Beckie started to laugh. Everybody else looked at her— everybody except Gran. That only made it funnier, as far as she was concerned. They say was an article of faith with her grandmother. They said this, that, and the other thing. Gran never quite knew who they were, but they said it, and she believed it, no matter how dumb it was.
"George Herman must have been one ruthless player, all right." Now Justin sounded like somebody trying to make up for lost time.
Mr. Snodgrass nodded politely. As for Mr. Brooks . . . Mr. Brooks turned red and wheezed and choked, for all the world as if he was trying so hard not to laugh that he was hurting himself. Beckie wanted to scratch her head. Justin hadn't made a joke— or not one she got, anyway.
In the laundry room, the drier beeped to show the clothes in it were finally done. Mr. Brooks went in and loaded them into a duffel bag. He said, "We can pick up the game tomorrow, Ted, if that's all right with you."
"I suppose," Mr.
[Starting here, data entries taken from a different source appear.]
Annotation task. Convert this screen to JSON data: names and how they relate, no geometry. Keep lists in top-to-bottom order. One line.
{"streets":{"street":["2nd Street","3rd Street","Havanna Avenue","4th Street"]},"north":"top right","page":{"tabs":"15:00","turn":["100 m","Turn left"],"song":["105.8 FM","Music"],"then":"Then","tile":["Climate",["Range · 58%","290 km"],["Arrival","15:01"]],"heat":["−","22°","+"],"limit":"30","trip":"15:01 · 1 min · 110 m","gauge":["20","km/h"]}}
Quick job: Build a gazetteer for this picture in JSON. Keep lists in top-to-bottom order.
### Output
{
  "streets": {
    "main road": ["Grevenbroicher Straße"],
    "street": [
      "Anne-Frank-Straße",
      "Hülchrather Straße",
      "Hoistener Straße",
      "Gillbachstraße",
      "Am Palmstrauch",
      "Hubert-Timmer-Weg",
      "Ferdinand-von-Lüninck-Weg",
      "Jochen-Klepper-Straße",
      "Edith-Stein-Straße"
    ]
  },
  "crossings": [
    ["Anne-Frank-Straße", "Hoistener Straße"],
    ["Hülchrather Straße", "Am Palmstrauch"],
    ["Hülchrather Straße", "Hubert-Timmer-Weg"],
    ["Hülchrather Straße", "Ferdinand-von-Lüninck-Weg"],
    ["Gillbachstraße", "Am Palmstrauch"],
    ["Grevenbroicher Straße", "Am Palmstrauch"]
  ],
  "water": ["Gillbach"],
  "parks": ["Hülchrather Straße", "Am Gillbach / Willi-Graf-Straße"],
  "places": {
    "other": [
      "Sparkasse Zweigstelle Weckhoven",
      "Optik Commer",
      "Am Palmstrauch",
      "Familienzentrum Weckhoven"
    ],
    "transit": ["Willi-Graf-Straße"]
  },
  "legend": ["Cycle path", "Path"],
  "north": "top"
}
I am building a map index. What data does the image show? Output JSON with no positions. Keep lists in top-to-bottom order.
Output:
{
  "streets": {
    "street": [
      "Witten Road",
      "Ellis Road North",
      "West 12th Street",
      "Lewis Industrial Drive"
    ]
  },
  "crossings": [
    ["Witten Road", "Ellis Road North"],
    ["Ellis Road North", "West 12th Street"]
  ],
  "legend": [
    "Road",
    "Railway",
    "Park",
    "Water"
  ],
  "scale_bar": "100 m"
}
Snodgrass said. "You just want to wait a spell before you see what I'm going to do to you, that's all."
"In your dreams," Mr. Brooks said sweetly. They both laughed.
After Mr. Brooks and Justin left, Beckie said, "I'd swear Justin never heard of George Herman."
"How could you not have?" Mr. Snodgrass said. "It's like not hearing of Stephen Douglas or Franklin Delano Truman. You'd have to come from Mars not to."
"Mars," Beckie echoed. "A couple of things he said make me wonder if he's from even farther away than that."
Justin kicked at a pebble on the sidewalk as he and Mr. Brooks walked back to the motel with their clean laundry. "Well, I blew it again," he said, angry at himself. "Who'd figure that a girl would like sports? I mean really like sports, so she knows more about 'em than most guys do."
"Life is full of surprises," Mr. Brooks said, which didn't make Justin feel any better.
He kicked at another pebble. "She made me look like a jerk. She made me sound like a jerk," he said. "People I never heard of—but I'm supposed to, if I'm a proper fan."
"Ruthless," Mr. Brooks muttered. "I ought to punt you for that, except it's the wrong game."
They turned the corner onto State Route 14, then both stopped in their tracks. Red lights flashing, an ambulance was parked in front of the diner across from the motel. Justin's stomach did a slow lurch, the way it would have when an intercontinental shuttle went weightless.